Jemaah yang memenuhi kriteria dapat melakukan pelunasan selama sepekan, mulai 2 hingga 9 Januari 2026.

- Advertisement -

Direktur Pelayanan Haji Dalam Negeri, Nurchalis, menjelaskan bahwa pelunasan tahap kedua ini menyasar lima kategori jemaah tertentu, yaitu:

  1. Jemaah yang mengalami kegagalan sistem pada pelunasan tahap pertama.

  2. Pendamping jemaah haji lanjut usia (lansia).

  3. Jemaah haji penyandang disabilitas beserta pendampingnya.

  4. Jemaah haji yang terpisah dari mahram atau keluarga inti.

  5. Jemaah haji urutan berikutnya (cadangan).

Selain itu, Nurchalis juga mengingatkan jemaah agar segera memastikan status istithaah kesehatan mereka.

Status kesehatan ini menjadi syarat mutlak sebelum jemaah melakukan transaksi di Bank Penerima Setoran (BPS) Bipih.
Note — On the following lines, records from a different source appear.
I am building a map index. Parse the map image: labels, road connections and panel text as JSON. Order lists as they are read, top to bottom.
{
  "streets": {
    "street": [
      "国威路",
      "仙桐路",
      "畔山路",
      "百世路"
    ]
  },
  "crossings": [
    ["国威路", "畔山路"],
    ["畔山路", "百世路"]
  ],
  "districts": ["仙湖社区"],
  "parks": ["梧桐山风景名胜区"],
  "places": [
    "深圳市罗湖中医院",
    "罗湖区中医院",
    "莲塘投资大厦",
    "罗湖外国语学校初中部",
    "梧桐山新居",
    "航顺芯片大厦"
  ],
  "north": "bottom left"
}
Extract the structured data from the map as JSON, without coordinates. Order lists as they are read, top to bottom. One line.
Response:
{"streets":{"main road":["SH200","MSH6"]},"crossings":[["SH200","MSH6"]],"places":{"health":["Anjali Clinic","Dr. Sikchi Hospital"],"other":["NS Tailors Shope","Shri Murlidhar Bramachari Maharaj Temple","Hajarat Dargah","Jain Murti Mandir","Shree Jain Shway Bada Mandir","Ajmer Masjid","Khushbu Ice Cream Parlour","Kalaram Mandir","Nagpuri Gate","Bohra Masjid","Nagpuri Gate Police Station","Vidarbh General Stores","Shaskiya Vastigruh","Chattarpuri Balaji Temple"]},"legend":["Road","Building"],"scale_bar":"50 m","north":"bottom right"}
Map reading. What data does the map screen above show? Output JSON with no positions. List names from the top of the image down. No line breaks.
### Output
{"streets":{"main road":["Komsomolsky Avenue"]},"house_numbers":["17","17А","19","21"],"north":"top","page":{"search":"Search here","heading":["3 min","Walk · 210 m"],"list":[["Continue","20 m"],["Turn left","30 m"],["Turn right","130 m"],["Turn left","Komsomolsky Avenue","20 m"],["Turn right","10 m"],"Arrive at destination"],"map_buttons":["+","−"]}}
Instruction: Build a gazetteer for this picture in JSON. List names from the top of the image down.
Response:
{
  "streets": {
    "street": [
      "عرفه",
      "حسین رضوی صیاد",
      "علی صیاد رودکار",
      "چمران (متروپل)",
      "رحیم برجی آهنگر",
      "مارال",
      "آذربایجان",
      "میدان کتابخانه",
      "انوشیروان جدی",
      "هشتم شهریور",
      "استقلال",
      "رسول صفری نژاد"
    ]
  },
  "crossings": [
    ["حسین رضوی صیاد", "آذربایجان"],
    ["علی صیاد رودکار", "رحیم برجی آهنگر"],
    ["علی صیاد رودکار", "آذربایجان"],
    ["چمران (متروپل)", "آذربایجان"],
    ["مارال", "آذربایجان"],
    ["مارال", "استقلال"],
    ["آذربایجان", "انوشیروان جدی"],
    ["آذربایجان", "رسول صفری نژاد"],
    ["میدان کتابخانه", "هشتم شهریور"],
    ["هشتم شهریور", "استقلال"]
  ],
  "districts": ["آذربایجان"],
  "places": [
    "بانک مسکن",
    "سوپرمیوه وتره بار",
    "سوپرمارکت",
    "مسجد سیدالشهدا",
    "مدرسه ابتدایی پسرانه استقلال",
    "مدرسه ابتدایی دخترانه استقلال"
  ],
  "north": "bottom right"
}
Pemerintah juga memberikan kebijakan relaksasi khusus bagi jemaah asal Aceh, Sumatera Utara, dan Sumatera Barat.

Jemaah dari ketiga provinsi tersebut yang seharusnya melunasi pada tahap pertama namun terkendala situasi darurat, tetap mendapatkan kesempatan untuk melunasi pada tahap kedua ini.

Jemaah dapat mengecek daftar nama berhak lunas per provinsi secara mandiri melalui situs resmi www.haji.go.id. Setelah melakukan pelunasan, jemaah diminta segera mengurus dokumen pendukung lainnya.

“Jemaah diimbau segera melakukan pelunasan. Setelahnya, jemaah dapat menyiapkan proses paspor, pembagian kloter, dan pemvisaan,” ujar Nurchalis dalam keterangan tertulis yang dimuat pada, Jum’at (2/1/2026).

Kementerian Haji dan Umrah menegaskan agar jemaah hanya merujuk pada kanal informasi resmi guna menghindari simpang siur data dan memastikan seluruh proses administrasi selesai tepat waktu sebelum batas akhir 9 Januari 2026.